[Opening Data for review section]

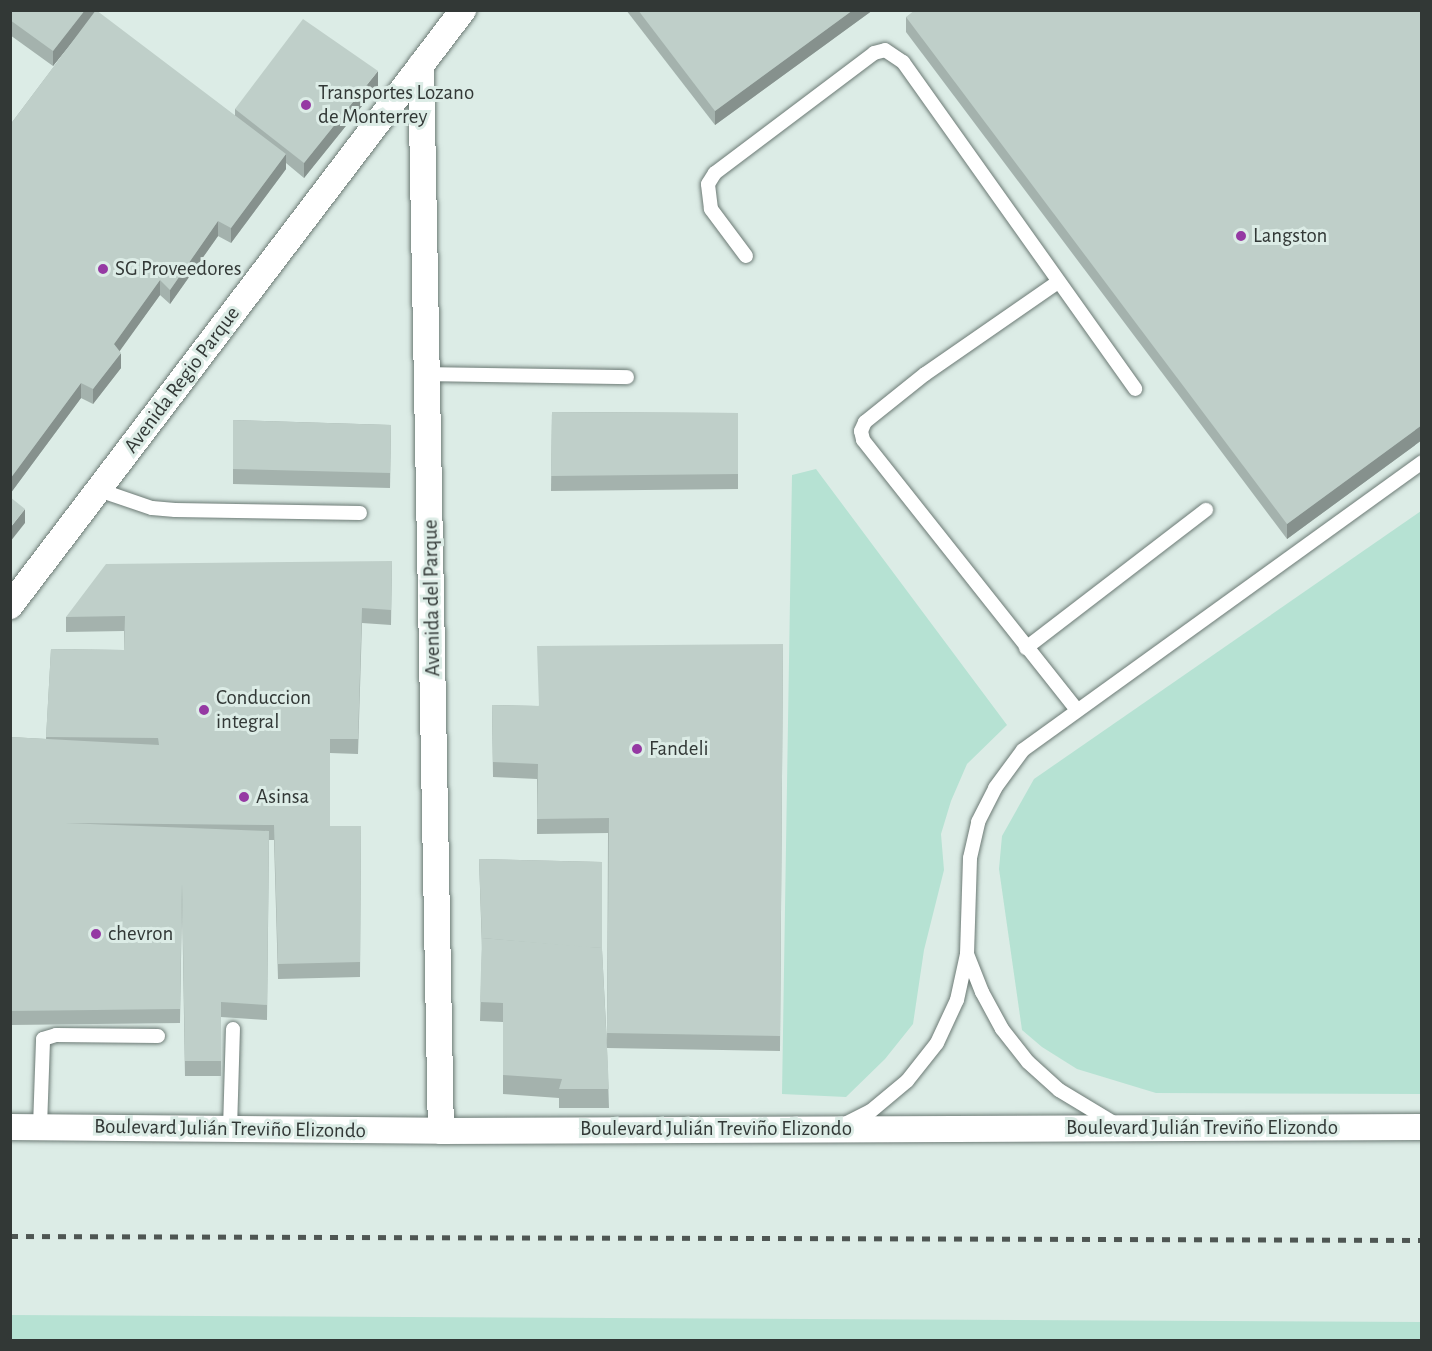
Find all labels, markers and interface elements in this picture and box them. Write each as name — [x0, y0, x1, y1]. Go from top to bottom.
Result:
place label: Transportes Lozano de Monterrey — [318, 80, 474, 130]
marker: Transportes Lozano de Monterrey — [299, 98, 313, 112]
place label: Langston — [1253, 223, 1327, 249]
marker: Langston — [1234, 229, 1248, 243]
place label: SG Proveedores — [115, 256, 242, 282]
marker: SG Proveedores — [96, 262, 110, 276]
street label: Avenida Regio Parque — [119, 302, 245, 458]
street label: Avenida del Parque — [418, 519, 446, 677]
place label: Conduccion integral — [216, 685, 311, 735]
marker: Conduccion integral — [197, 703, 211, 717]
place label: Fandeli — [649, 736, 709, 762]
marker: Fandeli — [630, 742, 644, 756]
place label: Asinsa — [256, 784, 309, 810]
marker: Asinsa — [237, 790, 251, 804]
place label: chevron — [108, 921, 173, 947]
marker: chevron — [89, 927, 103, 941]
street label: Boulevard Julián Treviño Elizondo — [94, 1114, 366, 1144]
street label: Boulevard Julián Treviño Elizondo — [1066, 1115, 1338, 1141]
street label: Boulevard Julián Treviño Elizondo — [580, 1116, 852, 1142]

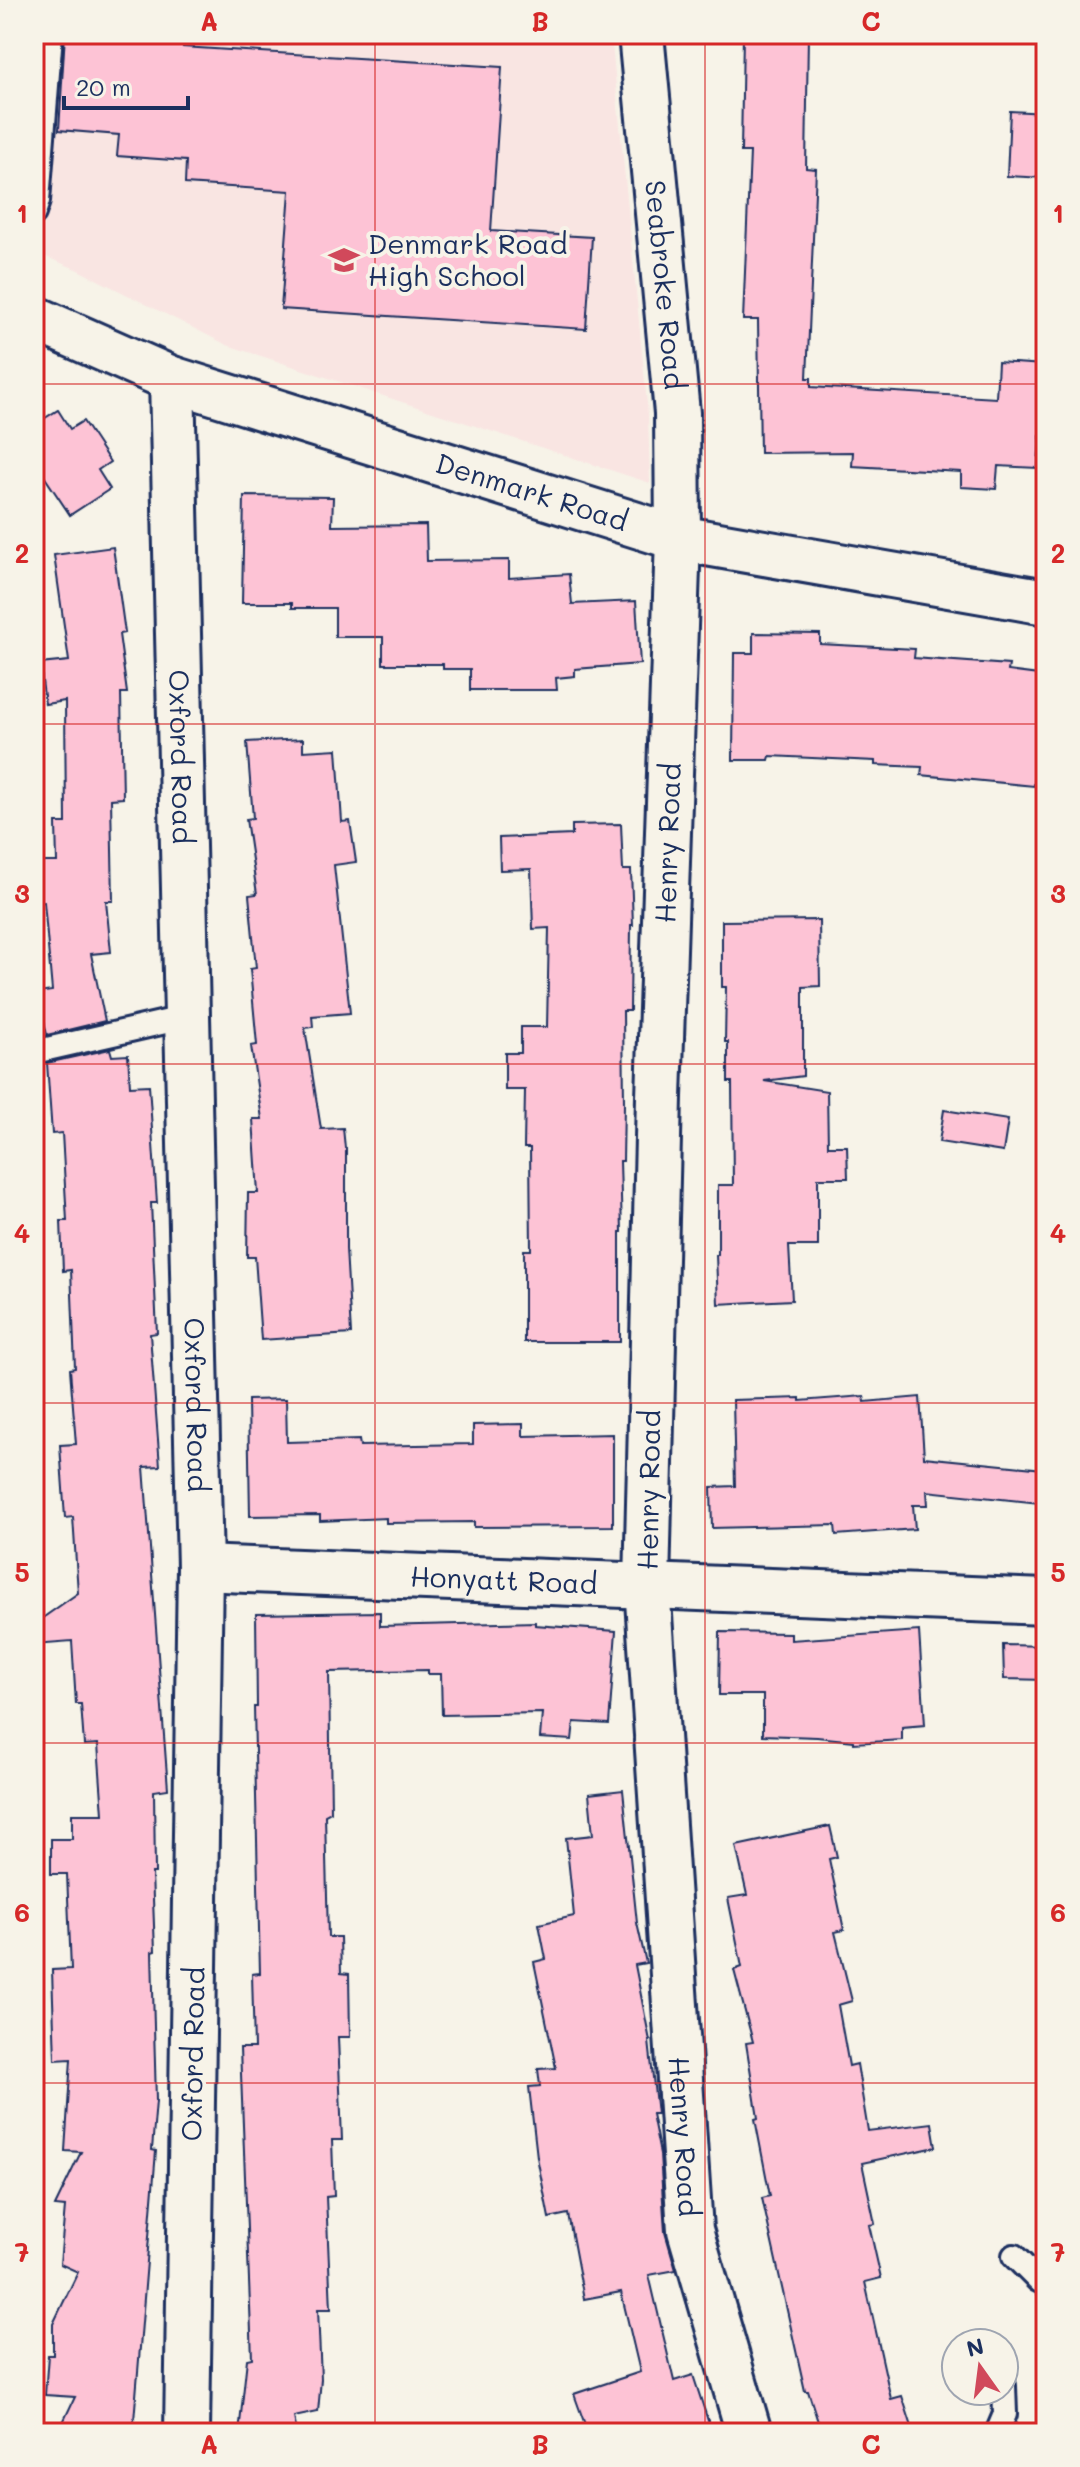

[Closing Data for review section]

What you have to do: Leaving out only the pictures, retype every record exactly.

Exercise answer:
Find all labels, markers and interface elements in this picture and box them. Write each as name — [x0, y0, x1, y1]. Go from top to bottom.
Result:
place label: Transportes Lozano de Monterrey — [318, 80, 474, 130]
marker: Transportes Lozano de Monterrey — [299, 98, 313, 112]
place label: Langston — [1253, 223, 1327, 249]
marker: Langston — [1234, 229, 1248, 243]
place label: SG Proveedores — [115, 256, 242, 282]
marker: SG Proveedores — [96, 262, 110, 276]
street label: Avenida Regio Parque — [119, 302, 245, 458]
street label: Avenida del Parque — [418, 519, 446, 677]
place label: Conduccion integral — [216, 685, 311, 735]
marker: Conduccion integral — [197, 703, 211, 717]
place label: Fandeli — [649, 736, 709, 762]
marker: Fandeli — [630, 742, 644, 756]
place label: Asinsa — [256, 784, 309, 810]
marker: Asinsa — [237, 790, 251, 804]
place label: chevron — [108, 921, 173, 947]
marker: chevron — [89, 927, 103, 941]
street label: Boulevard Julián Treviño Elizondo — [94, 1114, 366, 1144]
street label: Boulevard Julián Treviño Elizondo — [1066, 1115, 1338, 1141]
street label: Boulevard Julián Treviño Elizondo — [580, 1116, 852, 1142]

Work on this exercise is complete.